Two recent polls have suggested that Clegg is currently behind and could lose his seat in 2015. One poll carried out by Survation and Unite has Clegg ten points behind and another poll carried out by Lord Ashcroft has Clegg three points behind. The usual pinch of salt must be taken with polls, but it does appear Clegg is in for a real battle.

Labour believe their best chance of forming a coalition with the Lib Dems is if Clegg is removed and a new leader is elected and therefore are quite open about how they are targeting the Sheffield Hallam seat. Clegg however is believed to favour a deal with the Tories rather than with Labour but without a seat he would be relegated to the position of interested onlooker.

Clegg still has that large majority and could yet receive the backing of tactical Conservative voting to stop Labour. However there is a real chance he could lose his seat and no doubt much of the media will be eagerly awaiting another Portillo moment. It was always going to be unlikely Clegg could carry on as leader after this election, but a poor result could be the final nail in his coffin. This is certainly one result to look out for on election night.

Tories rule out deal with UKIP!

The prospect of a post-election UKIP Conservative coalition is something which may have seemed quite enticing to many on the Eurosceptic wing on the Conservative Party. However this possibility has been quashed by Conservative Party chairman Grant Shapps who has ruled out any pacts or deals with UKIP. With the polls still pointing towards a hung parliament, this appears a bold move.

The Conservative Party will claim that they are fighting for an overall majority but privately accept that their chances of achieving this appear slim. There does remain a possibility though that they could be the largest party in a hung parliament. In this case they would have the first opportunity to form a new government and would be left with two options; running a minority government or attempting to form another coalition.

With UKIP seemingly ruled out, the most likely coalition partner for the Conservatives would again be the Liberal Democrats. For this deal to succeed a number of hurdles would have to be overcome. Firstly the parliamentary numbers would need to work to provide a stable government. There would also have to be an appetite on both sides; policies they could agree on; and an improvement in current relations. Overcoming all these problems to secure the support of both parliamentary parties will not be easy.

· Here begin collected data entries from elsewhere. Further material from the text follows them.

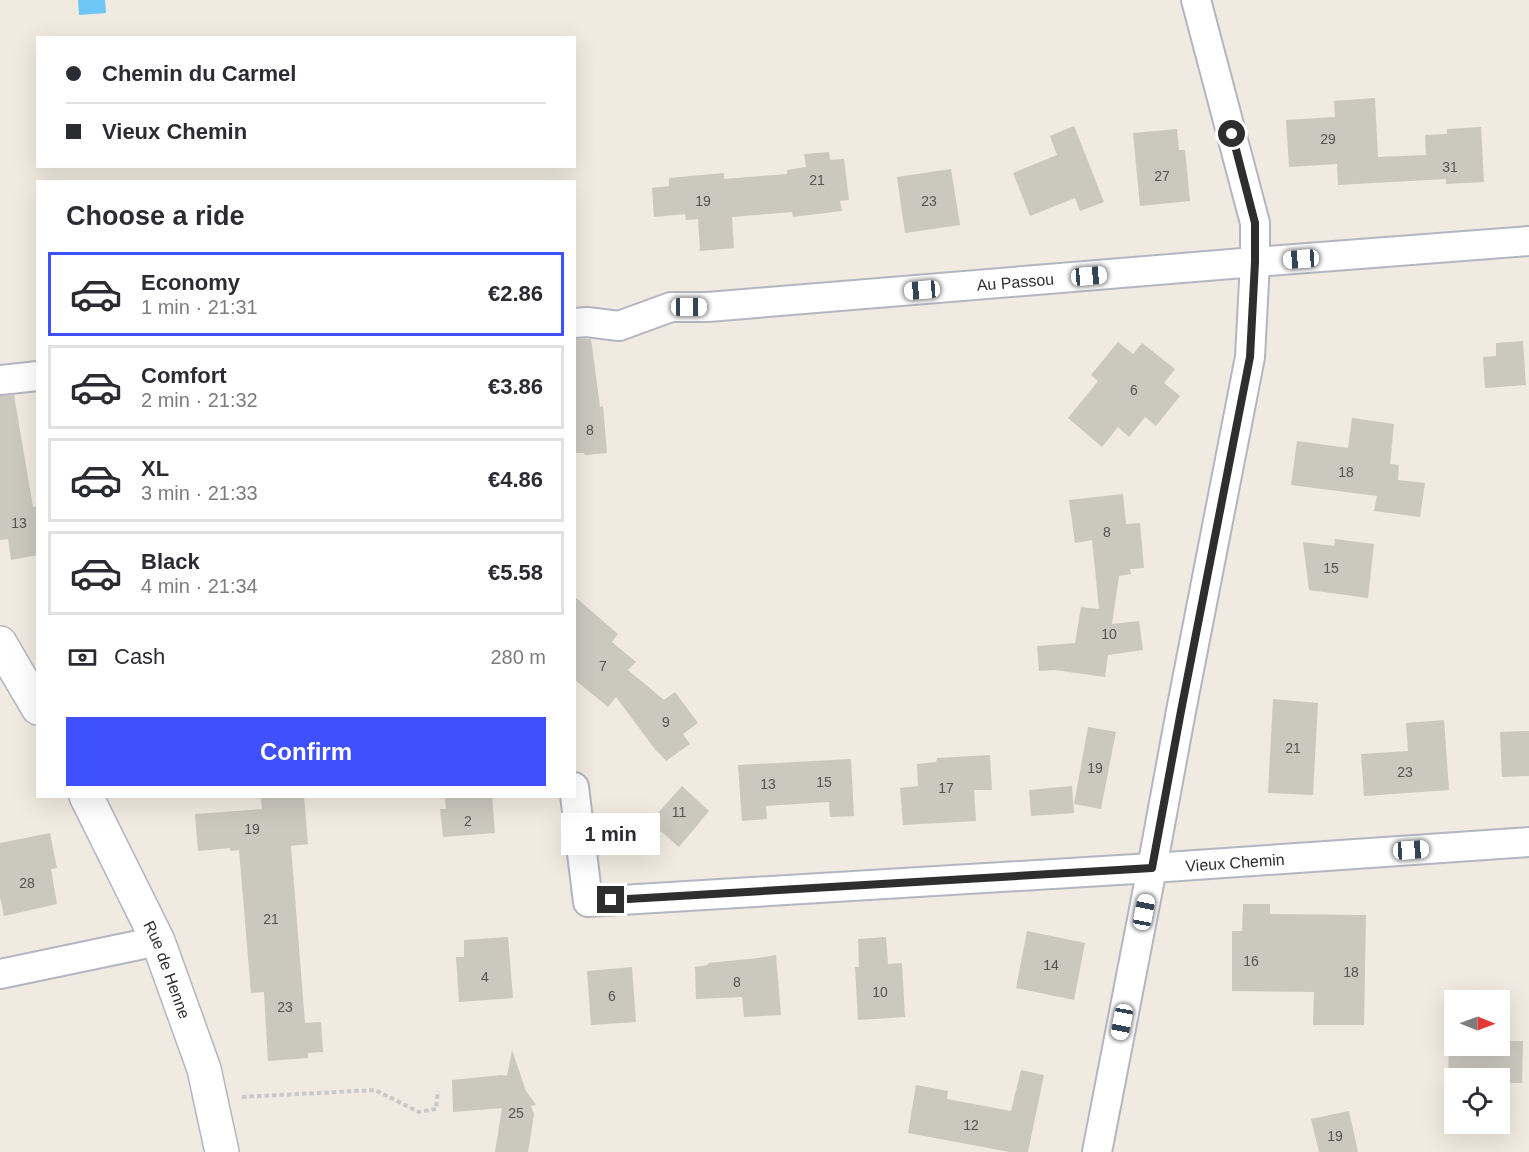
<!DOCTYPE html>
<html lang="en">
<head>
<meta charset="utf-8">
<style>
	:root { --surface:#fff; --page:#f2f2f3; --text:#2b2b33; --muted:#7c7c81; --line:#e1e1e2; --accent:#3e50ff }
	body { margin:0; font-family:Arial,sans-serif; background:var(--page); color:var(--text); height:100vh; display:flex; flex-direction:column; font-size:22px; white-space:nowrap }
	* { box-sizing:border-box; margin:0 }
	p { font-size:20px; color:var(--muted) }
	.icon { flex:none; width:33px; height:33px; fill:none; stroke:currentColor; stroke-width:2; stroke-linecap:round; stroke-linejoin:round }
	.map { position:relative; flex:1; overflow:hidden }
	.drawer { position:absolute; left:36px; top:180px; width:540px; height:618px; display:flex; flex-direction:column; background:var(--surface); border-radius:0px; box-shadow:0 6px 24px #0002 }
	.drawer>* { flex:none }
	.hud { position:absolute; left:36px; top:36px; width:540px; height:132px; border-radius:0px; box-shadow:0 6px 24px #0002; display:grid; align-content:center; height:132px; padding:0 30px; background:var(--surface) }
	.needle { width:39px; rotate:91deg }
	.buttons { position:absolute; left:1444px; top:990px; display:grid; gap:12px }
	.buttons a { display:grid; place-items:center; width:66px; height:66px; border-radius:0px; background:var(--surface); box-shadow:0 6px 24px #0002; font-size:30px }
	.end { position:absolute; width:27px; height:27px; margin:-14px; border:8px solid #2e2e2e; background:#fff; box-shadow:0 0 0 3px #fff }
	.from { border-radius:50% }
	.bubble { position:absolute; height:42px; border-radius:0px; background:var(--surface); box-shadow:0 6px 24px #0002; font-size:20px; font-weight:600; line-height:42px; text-align:center }
	.car { position:absolute; width:18px; height:36px; margin:-18px -9px; border-radius:8px; box-shadow:0 0 4px 2px #0007; background:linear-gradient(#fff 24%,#345 0 40%,#fff 0 76%,#345 0 86%,#fff 0) }
	.hud b { display:flex; align-items:center; gap:21px; height:57px; font-size:22px }
	.hud b+b { border-top:2px solid var(--line) }
	.hud i { width:15px; height:15px; background:var(--text) }
	ul { padding:0; list-style:none }
	li { display:flex; align-items:center; gap:18px; height:84px; margin:0 12px 9px; padding:0 18px; border:3px solid var(--line); border-radius:0px }
	li div { flex:1 }
	li b { display:block; font-size:22px }
	li em { font-style:normal; font-weight:600 }
	li.current { border-color:var(--accent) }
	li>.icon { width:54px; height:54px; stroke-width:1.5 }
	h2 { padding:0 30px; font-size:27px; line-height:72px }
	.pay { display:flex; align-items:center; gap:15px; height:66px; padding:0 30px; font-size:22px }
	.pay p { margin-inline-start:auto }
	.button { display:flex; gap:12px; margin-top:auto; padding:12px 30px }
	.button a { flex:1; height:69px; border-radius:0px; background:var(--accent); color:#fff; font-size:24px; font-weight:600; line-height:69px; text-align:center }
	.map>svg:first-child { display:block }
	.water { fill:#6ec6f7 }
	.building { fill:#cbc8be }
	.lines { fill:none; stroke-linecap:round; stroke-linejoin:round }
	.street-casing { stroke:#b4b5c2; stroke-width:32 }
	.secondary-casing { stroke:#b4b5c2; stroke-width:36 }
	.path { stroke:#c9c9c9; stroke-width:4; stroke-dasharray:4.5 3; stroke-linecap:butt }
	.street { stroke:#fff; stroke-width:28 }
	.secondary { stroke:#fff; stroke-width:33 }
	.route { stroke:#2e2e2e; stroke-width:8 }
	.labels { text-anchor:middle; dominant-baseline:central; stroke-width:4.5; stroke-linejoin:round; paint-order:stroke }
	.number-label { font-size:14px; fill:#555452 }
	.street-label { font-size:16px; fill:#2e2e2e; stroke:#fff }
</style>
</head>
<body>
<div class="map">
<svg width="1529" height="1152" viewBox="0 0 1529 1152">
	<rect width="100%" height="100%" fill="#f0eae0"/>
	<!-- water -->
	<path class="water" d="M 78,0 L 105,0 L 106,13 L 79,15 Z"/>
	<!-- building -->
	<path class="building" d="M 1375,98 L 1378,157 L 1426,155 L 1425,135 L 1447,134 L 1447,129 L 1481,127 L 1484,182 L 1446,184 L 1446,179 L 1338,185 L 1337,164 L 1289,167 L 1286,120 L 1335,117 L 1334,101 Z
		M 1074,126 L 1104,202 L 1080,211 L 1075,198 L 1030,216 L 1013,173 L 1057,155 L 1050,136 Z
		M 1177,129 L 1179,150 L 1185,150 L 1190,201 L 1140,206 L 1133,133 Z
		M 829,152 L 830,160 L 844,159 L 849,200 L 840,201 L 842,211 L 793,217 L 792,212 L 732,217 L 734,248 L 700,251 L 698,219 L 686,220 L 685,214 L 654,217 L 652,188 L 669,186 L 669,178 L 724,173 L 724,179 L 787,174 L 787,170 L 806,167 L 804,154 Z
		M 951,169 L 960,225 L 905,233 L 897,177 Z
		M 574,339 L 591,339 L 600,407 L 603,406 L 607,453 L 585,455 L 584,453 L 574,453 Z
		M 1523,341 L 1526,385 L 1485,388 L 1483,357 L 1496,356 L 1496,343 Z
		M 1118,342 L 1133,354 L 1142,343 L 1175,369 L 1164,383 L 1180,396 L 1156,426 L 1145,417 L 1129,437 L 1118,427 L 1102,447 L 1068,418 L 1098,381 L 1091,375 Z
		M 14,395 L 33,507 L 38,506 L 38,555 L 11,560 L 8,539 L 0,540 L 0,396 Z
		M 1352,418 L 1394,424 L 1390,464 L 1399,465 L 1398,480 L 1425,483 L 1420,517 L 1374,511 L 1377,496 L 1291,485 L 1297,441 L 1348,448 Z
		M 1123,494 L 1126,524 L 1140,523 L 1144,568 L 1130,569 L 1131,574 L 1119,576 L 1112,624 L 1139,621 L 1143,650 L 1108,655 L 1105,677 L 1055,670 L 1039,671 L 1037,646 L 1075,643 L 1081,607 L 1099,609 L 1092,540 L 1075,543 L 1069,500 Z
		M 1335,539 L 1374,544 L 1368,598 L 1309,590 L 1303,542 L 1334,546 Z
		M 574,596 L 618,634 L 612,642 L 636,662 L 628,670 L 664,700 L 675,692 L 698,723 L 683,734 L 690,744 L 666,761 L 658,752 L 657,752 L 616,697 L 608,707 L 574,679 Z
		M 1273,699 L 1318,703 L 1313,795 L 1268,793 Z
		M 1444,720 L 1449,790 L 1364,796 L 1361,754 L 1408,751 L 1406,723 Z
		M 1088,727 L 1116,732 L 1101,809 L 1074,804 Z
		M 1529,731 L 1529,776 L 1502,777 L 1500,732 Z
		M 990,755 L 992,790 L 974,790 L 976,821 L 903,825 L 900,788 L 918,786 L 917,764 L 936,762 L 937,758 Z
		M 851,759 L 854,816 L 830,817 L 829,802 L 797,804 L 766,806 L 767,819 L 742,821 L 738,765 Z
		M 682,786 L 709,811 L 679,847 L 650,822 Z
		M 1072,786 L 1074,813 L 1031,816 L 1029,790 Z
		M 261,796 L 304,796 L 308,844 L 291,846 L 305,1023 L 321,1022 L 323,1052 L 308,1053 L 308,1058 L 268,1061 L 264,992 L 251,993 L 239,850 L 230,851 L 230,848 L 198,851 L 195,814 L 262,809 Z
		M 445,796 L 492,796 L 495,833 L 443,837 L 440,809 L 446,809 Z
		M 50,833 L 57,868 L 51,869 L 57,904 L 4,916 L 0,897 L 0,843 Z
		M 1243,904 L 1270,904 L 1270,914 L 1366,915 L 1364,1025 L 1313,1025 L 1314,992 L 1232,991 L 1232,931 L 1242,931 Z
		M 1027,931 L 1085,943 L 1074,1000 L 1016,988 Z
		M 508,937 L 513,998 L 459,1002 L 456,957 L 464,957 L 464,940 Z
		M 886,937 L 888,964 L 902,963 L 905,1017 L 858,1020 L 855,967 L 859,967 L 858,939 Z
		M 776,955 L 781,1015 L 744,1017 L 742,997 L 696,999 L 695,967 L 708,965 L 708,963 L 759,958 Z
		M 632,967 L 636,1022 L 591,1025 L 587,971 Z
		M 1449,1040 L 1455,1040 L 1455,1046 L 1500,1046 L 1500,1041 L 1523,1041 L 1522,1083 L 1500,1083 L 1500,1078 L 1455,1078 L 1455,1082 L 1448,1082 Z
		M 512,1050 L 526,1091 L 536,1105 L 531,1106 L 534,1114 L 528,1152 L 495,1152 L 502,1108 L 453,1112 L 452,1080 L 502,1075 L 507,1076 Z
		M 1021,1070 L 1044,1075 L 1028,1152 L 1010,1152 L 908,1133 L 916,1085 L 948,1091 L 947,1099 L 1011,1111 Z
		M 1349,1111 L 1358,1152 L 1319,1152 L 1311,1119 Z"/>
	<g class="lines">
		<defs>
			<g id="street">
				<path id="s1" d="M 574,323 L 587,322 L 619,326 L 671,307 L 708,307 L 1255,262 L 1529,241"/>
				<path d="M 0,380 L 38,376"/>
				<path id="s2" d="M 574,787 L 588,902 L 1152,868 L 1529,842"/>
				<path d="M 0,974 L 158,941"/>
				<path d="M 1097,1152 L 1152,868 L 1181,711 L 1250,357 L 1255,262 L 1255,223 L 1196,0"/>
			</g>
			<g id="secondary">
				<path d="M 0,643 L 38,708"/>
				<path id="s3" d="M 86,796 L 158,941 L 204,1069 L 222,1152"/>
			</g>
		</defs>
		<!-- street casing -->
		<use href="#street" class="street-casing"/>
		<!-- secondary casing -->
		<use href="#secondary" class="secondary-casing"/>
		<!-- path -->
		<path class="path" d="M 242,1097 L 375,1090 L 419,1112 L 436,1109 L 438,1091"/>
		<!-- street -->
		<use href="#street" class="street"/>
		<!-- secondary -->
		<use href="#secondary" class="secondary"/>
	</g>
	<g class="lines">
		<!-- route -->
		<path class="route" d="M 611,900 L 1152,868 L 1181,711 L 1250,357 L 1255,262 L 1255,223 L 1232,134"/>
	</g>
	<g class="labels">
		<!-- number labels -->
		<g class="number-label">
			<text x="1328" y="139">29</text>
			<text x="1450" y="167">31</text>
			<text x="1162" y="176">27</text>
			<text x="817" y="180">21</text>
			<text x="703" y="201">19</text>
			<text x="929" y="201">23</text>
			<text x="1134" y="390">6</text>
			<text x="590" y="430">8</text>
			<text x="1346" y="472">18</text>
			<text x="19" y="523">13</text>
			<text x="1107" y="532">8</text>
			<text x="1331" y="568">15</text>
			<text x="1109" y="634">10</text>
			<text x="603" y="666">7</text>
			<text x="666" y="722">9</text>
			<text x="1293" y="748">21</text>
			<text x="1095" y="768">19</text>
			<text x="1405" y="772">23</text>
			<text x="824" y="782">15</text>
			<text x="768" y="784">13</text>
			<text x="946" y="788">17</text>
			<text x="679" y="812">11</text>
			<text x="468" y="821">2</text>
			<text x="252" y="829">19</text>
			<text x="27" y="883">28</text>
			<text x="271" y="919">21</text>
			<text x="1251" y="961">16</text>
			<text x="1051" y="965">14</text>
			<text x="1351" y="972">18</text>
			<text x="485" y="977">4</text>
			<text x="737" y="982">8</text>
			<text x="880" y="992">10</text>
			<text x="612" y="996">6</text>
			<text x="285" y="1007">23</text>
			<text x="516" y="1113">25</text>
			<text x="971" y="1125">12</text>
			<text x="1335" y="1136">19</text>
		</g>
		<!-- street labels -->
		<g class="street-label">
			<text stroke="none"><textPath href="#s1" startOffset="446">Au Passou</textPath></text>
			<text stroke="none"><textPath href="#s2" startOffset="764">Vieux Chemin</textPath></text>
			<text stroke="none"><textPath href="#s3" startOffset="192">Rue de Henne</textPath></text>
		</g>
	</g>
</svg>
<div class="buttons">
<a><svg class="needle" viewBox="-14 -14 28 28"><path d="M0-13l5 13h-10z" fill="#e53935"/><path d="M0 13l5-13h-10z" fill="#7c7c81"/></svg></a>
<a><svg class="icon" aria-label="locate" viewBox="0 0 24 24"><circle cx="12" cy="12" r="6"/><path d="M12 2v4M12 18v4M2 12h4M18 12h4"/></svg></a>
</div>
<i class="end from" style="left:1232px;top:134px"></i>
<i class="end" style="left:611px;top:900px"></i>
<div class="bubble" style="left:561px;top:813px;width:99px">1 min</div>
<i class="car" style="left:1301px;top:259px;rotate:266deg"></i>
<i class="car" style="left:1089px;top:276px;rotate:85deg"></i>
<i class="car" style="left:922px;top:290px;rotate:265deg"></i>
<i class="car" style="left:689px;top:307px;rotate:90deg"></i>
<i class="car" style="left:1411px;top:850px;rotate:86deg"></i>
<i class="car" style="left:1144px;top:912px;rotate:11deg"></i>
<i class="car" style="left:1122px;top:1022px;rotate:191deg"></i>
<div class="hud">
<b><i class="from"></i>Chemin du Carmel</b>
<b><i></i>Vieux Chemin</b>
</div>
<section class="drawer">
<h2>Choose a ride</h2>
<ul>
<li class="current"><svg class="icon" aria-label="car" viewBox="0 0 24 24"><path d="M5 17H2v-5l4-1 3-4h7l3 4 3 1v5h-3M9 17h6M6 11h13"/><circle cx="7" cy="17" r="2"/><circle cx="17" cy="17" r="2"/></svg><div><b>Economy</b><p>1 min · 21:31</p></div><em>€2.86</em></li>
<li><svg class="icon" aria-label="car" viewBox="0 0 24 24"><path d="M5 17H2v-5l4-1 3-4h7l3 4 3 1v5h-3M9 17h6M6 11h13"/><circle cx="7" cy="17" r="2"/><circle cx="17" cy="17" r="2"/></svg><div><b>Comfort</b><p>2 min · 21:32</p></div><em>€3.86</em></li>
<li><svg class="icon" aria-label="car" viewBox="0 0 24 24"><path d="M5 17H2v-5l4-1 3-4h7l3 4 3 1v5h-3M9 17h6M6 11h13"/><circle cx="7" cy="17" r="2"/><circle cx="17" cy="17" r="2"/></svg><div><b>XL</b><p>3 min · 21:33</p></div><em>€4.86</em></li>
<li><svg class="icon" aria-label="car" viewBox="0 0 24 24"><path d="M5 17H2v-5l4-1 3-4h7l3 4 3 1v5h-3M9 17h6M6 11h13"/><circle cx="7" cy="17" r="2"/><circle cx="17" cy="17" r="2"/></svg><div><b>Black</b><p>4 min · 21:34</p></div><em>€5.58</em></li>
</ul>
<div class="pay"><svg class="icon" aria-label="cash" viewBox="0 0 24 24"><path d="M3 7h18v10H3z"/><circle cx="12" cy="12" r="2"/></svg>Cash<p>280 m</p></div>
<div class="button"><a>Confirm</a></div>
</section>
</div>
</body>
</html>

The other option would be a minority administration. The rumours are this is the option many in the Conservative Party would prefer and are leaning towards. This would rely on keeping the party together, which may prove easier said than done and would require doing deals behind the scenes with other parties. A minority government would lack stability and leave the party open to the whims of others, running the risk of being overthrown at any stage.

The Conservatives have emerged from the current coalition bruised, but seemingly unscathed.  Whilst perhaps not seeking to rush into another coalition, it will certainly be an option should the election deliver another hung parliament.  There is little doubt that the Conservative Party are considering all their options, but with a coalition deal with UKIP ruled out and any deal with the SNP a non-starter their options appear limited. For that reason alone do not be shocked to see Cameron and Clegg reach another agreement. The marriage between the Conservatives and the Liberal Democrats may not be over yet.